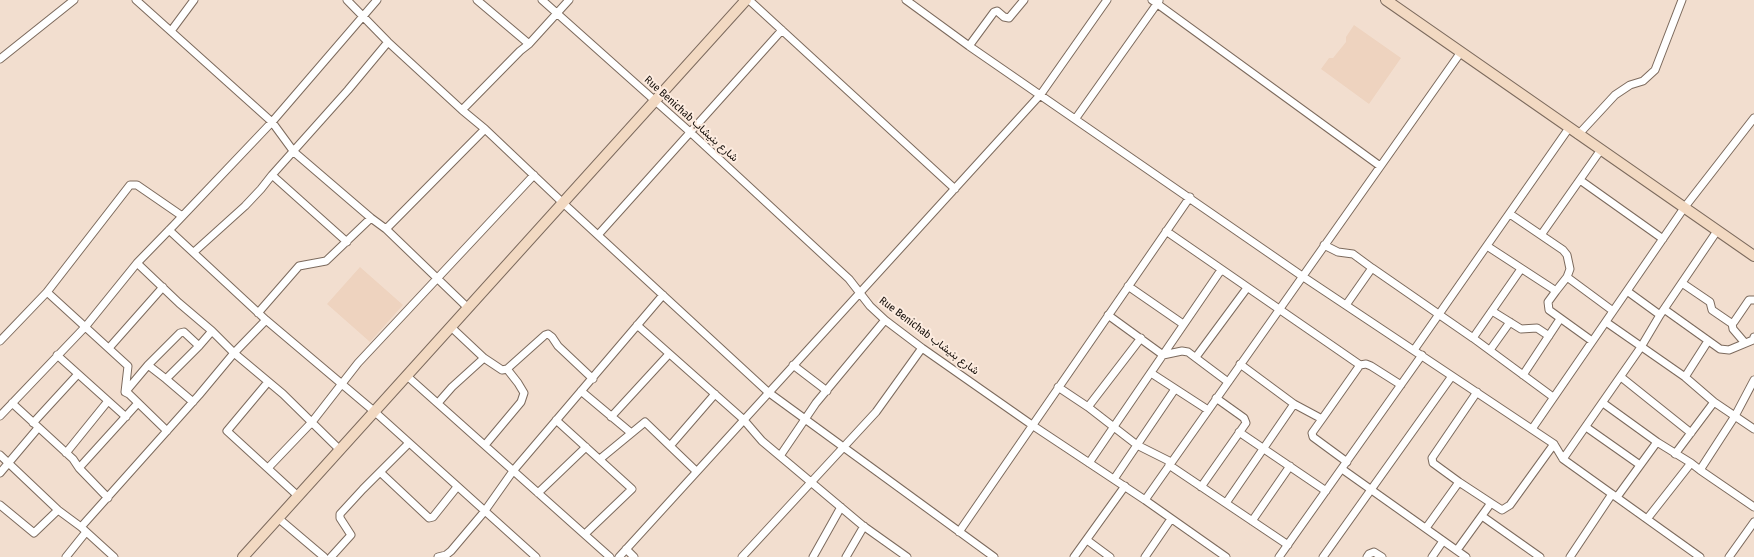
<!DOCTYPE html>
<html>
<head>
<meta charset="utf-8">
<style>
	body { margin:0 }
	canvas { display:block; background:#f2decf }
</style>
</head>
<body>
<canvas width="1754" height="557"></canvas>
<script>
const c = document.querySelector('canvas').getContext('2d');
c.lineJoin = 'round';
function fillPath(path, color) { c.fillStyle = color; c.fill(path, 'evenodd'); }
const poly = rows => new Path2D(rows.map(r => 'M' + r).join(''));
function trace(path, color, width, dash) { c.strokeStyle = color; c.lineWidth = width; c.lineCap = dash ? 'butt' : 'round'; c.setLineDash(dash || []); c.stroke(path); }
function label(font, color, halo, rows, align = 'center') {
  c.font = font + ' "Fira Sans Condensed",Vazirmatn,sans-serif'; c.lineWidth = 4; c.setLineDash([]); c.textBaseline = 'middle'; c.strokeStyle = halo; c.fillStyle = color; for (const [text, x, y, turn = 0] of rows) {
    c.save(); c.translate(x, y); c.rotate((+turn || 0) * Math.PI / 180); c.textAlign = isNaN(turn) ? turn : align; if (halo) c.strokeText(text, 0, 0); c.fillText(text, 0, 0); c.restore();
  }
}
const built = poly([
	[1354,25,1401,58,1369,104,1321,69,1329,58,1333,58,1346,42,1346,37],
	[360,267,403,305,370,342,327,304]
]);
const street = poly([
	[136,0,272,122,294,152,371,218,386,229,468,308],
	[347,0,388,42,462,110,485,129,563,203,768,392,994,557],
	[477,0,529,44],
	[542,0,690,132,849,279,870,306,885,320,922,348,1032,425,1145,500,1226,557],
	[749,0,955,189],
	[906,0,969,46,1302,276,1554,444,1563,459,1700,557],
	[1152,0,1380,166],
	[171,31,194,0],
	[969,46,994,12,997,11,1004,17,1009,18,1024,0],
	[0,59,74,0],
	[462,110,520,51,529,44,569,0],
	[1076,118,1159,1],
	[1578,135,1615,95,1630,85,1643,81,1655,70,1682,0],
	[272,175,347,242],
	[1580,180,1663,239],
	[1510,214,1563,250,1567,255,1570,269,1567,277,1556,291],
	[386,229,485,129],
	[169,230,266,320,375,412,536,557],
	[1166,231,1360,365],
	[598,235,782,30],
	[1541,235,1600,151],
	[1324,245,1338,252,1353,254,1372,268],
	[1487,246,1556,291,1548,302,1549,310,1592,341],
	[194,252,245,206,261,189,272,175,348,90,388,42],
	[137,263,179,303,212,331,234,353,283,394,340,450],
	[1567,277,1613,311],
	[1682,283,1710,302,1712,310,1731,323,1734,322,1749,300,1754,300],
	[1128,286,1183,324],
	[1627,291,1660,315],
	[1346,305,1372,268,1473,338,1553,397],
	[1664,309,1720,349,1729,350,1753,340,1754,337],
	[1492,311,1521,329,1537,328,1549,336],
	[258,313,299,266,326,261,371,218],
	[1108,315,1163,355,1182,351,1188,352,1228,382],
	[1606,322,1685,377,1714,402,1754,429],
	[1732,323,1733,329,1745,343],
	[637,325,743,419,762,441,862,525,907,557],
	[451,327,484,358,502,370,507,369,545,335,548,334,552,337,558,346,593,379],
	[1473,338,1521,269],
	[0,341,47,292],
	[109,348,163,287],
	[1414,350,1569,128],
	[1490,350,1510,322],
	[57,355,126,417],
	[1196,357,1247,288],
	[1240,364,1294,404,1322,419,1360,365,1366,364,1371,366,1401,385],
	[148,365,166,379,193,402],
	[793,365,827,391],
	[1151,373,1208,410],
	[1523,375,1560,319],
	[407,376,610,557],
	[1621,377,1691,433],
	[1685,377,1708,341],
	[166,379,199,346,212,331],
	[268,382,227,431,298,496],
	[1058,387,1088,407,1137,445,1171,462],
	[127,390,148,365,180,333,184,332,199,346],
	[581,391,630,432],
	[12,403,73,459,79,468,108,498],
	[438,403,452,387,484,358],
	[1603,403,1657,442,1691,463],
	[1088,407,1141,338],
	[0,416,86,326,137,263,174,225,272,122,377,0],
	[611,417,669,354],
	[1322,419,1312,433,1313,437,1347,462],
	[556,420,632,489,585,534],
	[33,423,78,374],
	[1586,427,1640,465],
	[1532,429,1684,208,1754,118],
	[167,431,129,394,125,392,128,366,47,292,130,185,137,185,182,216],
	[1239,432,1326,491],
	[485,445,521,402,524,393,518,383,507,369],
	[670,446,715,394],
	[66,453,108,401],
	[1675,454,1714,402],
	[0,455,58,510,81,527,114,557],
	[780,456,816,403,885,320],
	[600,459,645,422,696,471],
	[1563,459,1641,347,1660,315,1717,231],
	[1089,463,1221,270],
	[1169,465,1288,545],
	[79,468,138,403],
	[268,468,312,422,358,363,534,175],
	[1342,469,1466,557],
	[1700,470,1754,507],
	[380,472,429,518,433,517,457,487],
	[0,473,38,428],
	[1114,479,1175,389],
	[1459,482,1433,463,1432,458,1477,392],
	[1201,487,1246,423,1244,418,1216,398],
	[538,493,586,447],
	[1617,497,1657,442],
	[1145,500,1461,52],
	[1226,503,1294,404],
	[0,505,34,533,58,510],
	[1482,516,1540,557],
	[278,518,324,557],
	[1647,519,1691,463,1700,470,1735,416,1754,380],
	[1252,521,1290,466],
	[81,527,199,395,234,353,266,320],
	[1426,528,1459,482,1491,503],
	[959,532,1190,197],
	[1087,540,1110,557],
	[626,549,634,557],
	[1457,550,1491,503,1502,510,1510,505,1554,444],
	[66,557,86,532],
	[331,557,351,535,340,518,340,514,363,489,409,443],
	[438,557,446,555,451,551,484,512,513,471,663,295],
	[619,557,1041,94,1107,0],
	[742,557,876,412,922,348],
	[813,557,841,507],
	[846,557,864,526],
	[1074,557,1125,486],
	[1145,557,1171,519],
	[1279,557,1422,355],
	[1323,557,1452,376],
	[1367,557,1369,554,1374,552,1382,557],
	[1432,557,1443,541],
	[1570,557,1612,494],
	[1729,557,1754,522]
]);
const secondary = poly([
	[1386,0,1754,256],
	[243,557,746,0]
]);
const streetNames = [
	["Rue Benichab شارع بنيشاب",691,119,42],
	["Rue Benichab شارع بنيشاب",929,336,37]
];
fillPath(built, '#eed3bf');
trace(street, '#7c6a5d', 9);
trace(secondary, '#7c6a5d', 12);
trace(street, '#fff', 7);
trace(secondary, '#f2d9c2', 10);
label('11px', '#140e09', '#fdece0', streetNames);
</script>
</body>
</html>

◇ ◇ ◇ ◇ ◇

_YOUR ASSIGNMENT_.
Your answer should be the lines above from the one containing "c.lineJoin = 'round';" through the one containing "const poly = rows", copied exactly and with both ends kept.

_EXERCISE OUTPUT_.
c.lineJoin = 'round';
function fillPath(path, color) { c.fillStyle = color; c.fill(path, 'evenodd'); }
const poly = rows => new Path2D(rows.map(r => 'M' + r).join(''));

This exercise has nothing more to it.